# WORK INSTRUCTION
Output the complete listing exactly.

# DATA FOR THIS TASK
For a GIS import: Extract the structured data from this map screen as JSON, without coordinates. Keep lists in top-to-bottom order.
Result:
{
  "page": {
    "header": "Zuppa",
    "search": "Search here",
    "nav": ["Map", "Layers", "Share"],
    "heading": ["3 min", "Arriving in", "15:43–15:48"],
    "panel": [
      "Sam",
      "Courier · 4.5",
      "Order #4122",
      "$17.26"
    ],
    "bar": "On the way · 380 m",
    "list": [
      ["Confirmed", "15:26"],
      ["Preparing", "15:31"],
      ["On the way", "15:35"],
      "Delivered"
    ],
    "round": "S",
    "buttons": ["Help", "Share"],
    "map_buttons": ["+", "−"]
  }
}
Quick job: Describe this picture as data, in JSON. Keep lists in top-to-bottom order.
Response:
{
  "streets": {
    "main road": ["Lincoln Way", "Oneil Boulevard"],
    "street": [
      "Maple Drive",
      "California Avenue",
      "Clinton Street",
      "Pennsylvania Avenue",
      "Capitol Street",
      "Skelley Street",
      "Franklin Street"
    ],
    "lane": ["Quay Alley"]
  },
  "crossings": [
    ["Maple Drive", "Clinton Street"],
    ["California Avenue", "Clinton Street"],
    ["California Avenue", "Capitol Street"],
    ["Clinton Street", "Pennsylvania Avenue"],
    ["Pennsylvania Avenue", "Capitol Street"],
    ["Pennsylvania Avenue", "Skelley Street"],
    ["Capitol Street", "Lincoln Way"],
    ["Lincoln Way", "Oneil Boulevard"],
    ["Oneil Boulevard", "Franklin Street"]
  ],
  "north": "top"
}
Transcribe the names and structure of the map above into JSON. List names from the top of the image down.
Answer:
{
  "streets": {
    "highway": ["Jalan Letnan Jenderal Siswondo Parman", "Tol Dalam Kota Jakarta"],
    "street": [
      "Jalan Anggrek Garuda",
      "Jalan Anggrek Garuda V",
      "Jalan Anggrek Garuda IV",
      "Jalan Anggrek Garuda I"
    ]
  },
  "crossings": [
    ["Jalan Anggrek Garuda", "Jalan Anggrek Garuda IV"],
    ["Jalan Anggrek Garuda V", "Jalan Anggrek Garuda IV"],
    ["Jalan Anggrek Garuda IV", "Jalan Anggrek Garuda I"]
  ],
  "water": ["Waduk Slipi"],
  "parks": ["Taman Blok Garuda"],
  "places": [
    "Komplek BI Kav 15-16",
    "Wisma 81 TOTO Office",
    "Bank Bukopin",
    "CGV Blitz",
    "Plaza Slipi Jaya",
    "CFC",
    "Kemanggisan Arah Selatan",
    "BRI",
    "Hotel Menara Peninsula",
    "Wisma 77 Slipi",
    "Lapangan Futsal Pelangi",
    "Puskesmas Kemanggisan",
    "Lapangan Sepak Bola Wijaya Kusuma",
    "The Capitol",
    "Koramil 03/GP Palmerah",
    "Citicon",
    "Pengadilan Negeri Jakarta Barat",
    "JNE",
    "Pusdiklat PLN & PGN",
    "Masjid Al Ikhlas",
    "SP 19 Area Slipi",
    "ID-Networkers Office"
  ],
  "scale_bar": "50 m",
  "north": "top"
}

# OUTPUT FOR THIS TASK
For a GIS import: Extract the structured data from this map screen as JSON, without coordinates. Keep lists in top-to-bottom order.
Result:
{
  "page": {
    "header": "Zuppa",
    "search": "Search here",
    "nav": ["Map", "Layers", "Share"],
    "heading": ["3 min", "Arriving in", "15:43–15:48"],
    "panel": [
      "Sam",
      "Courier · 4.5",
      "Order #4122",
      "$17.26"
    ],
    "bar": "On the way · 380 m",
    "list": [
      ["Confirmed", "15:26"],
      ["Preparing", "15:31"],
      ["On the way", "15:35"],
      "Delivered"
    ],
    "round": "S",
    "buttons": ["Help", "Share"],
    "map_buttons": ["+", "−"]
  }
}
Quick job: Describe this picture as data, in JSON. Keep lists in top-to-bottom order.
Response:
{
  "streets": {
    "main road": ["Lincoln Way", "Oneil Boulevard"],
    "street": [
      "Maple Drive",
      "California Avenue",
      "Clinton Street",
      "Pennsylvania Avenue",
      "Capitol Street",
      "Skelley Street",
      "Franklin Street"
    ],
    "lane": ["Quay Alley"]
  },
  "crossings": [
    ["Maple Drive", "Clinton Street"],
    ["California Avenue", "Clinton Street"],
    ["California Avenue", "Capitol Street"],
    ["Clinton Street", "Pennsylvania Avenue"],
    ["Pennsylvania Avenue", "Capitol Street"],
    ["Pennsylvania Avenue", "Skelley Street"],
    ["Capitol Street", "Lincoln Way"],
    ["Lincoln Way", "Oneil Boulevard"],
    ["Oneil Boulevard", "Franklin Street"]
  ],
  "north": "top"
}
Transcribe the names and structure of the map above into JSON. List names from the top of the image down.
Answer:
{
  "streets": {
    "highway": ["Jalan Letnan Jenderal Siswondo Parman", "Tol Dalam Kota Jakarta"],
    "street": [
      "Jalan Anggrek Garuda",
      "Jalan Anggrek Garuda V",
      "Jalan Anggrek Garuda IV",
      "Jalan Anggrek Garuda I"
    ]
  },
  "crossings": [
    ["Jalan Anggrek Garuda", "Jalan Anggrek Garuda IV"],
    ["Jalan Anggrek Garuda V", "Jalan Anggrek Garuda IV"],
    ["Jalan Anggrek Garuda IV", "Jalan Anggrek Garuda I"]
  ],
  "water": ["Waduk Slipi"],
  "parks": ["Taman Blok Garuda"],
  "places": [
    "Komplek BI Kav 15-16",
    "Wisma 81 TOTO Office",
    "Bank Bukopin",
    "CGV Blitz",
    "Plaza Slipi Jaya",
    "CFC",
    "Kemanggisan Arah Selatan",
    "BRI",
    "Hotel Menara Peninsula",
    "Wisma 77 Slipi",
    "Lapangan Futsal Pelangi",
    "Puskesmas Kemanggisan",
    "Lapangan Sepak Bola Wijaya Kusuma",
    "The Capitol",
    "Koramil 03/GP Palmerah",
    "Citicon",
    "Pengadilan Negeri Jakarta Barat",
    "JNE",
    "Pusdiklat PLN & PGN",
    "Masjid Al Ikhlas",
    "SP 19 Area Slipi",
    "ID-Networkers Office"
  ],
  "scale_bar": "50 m",
  "north": "top"
}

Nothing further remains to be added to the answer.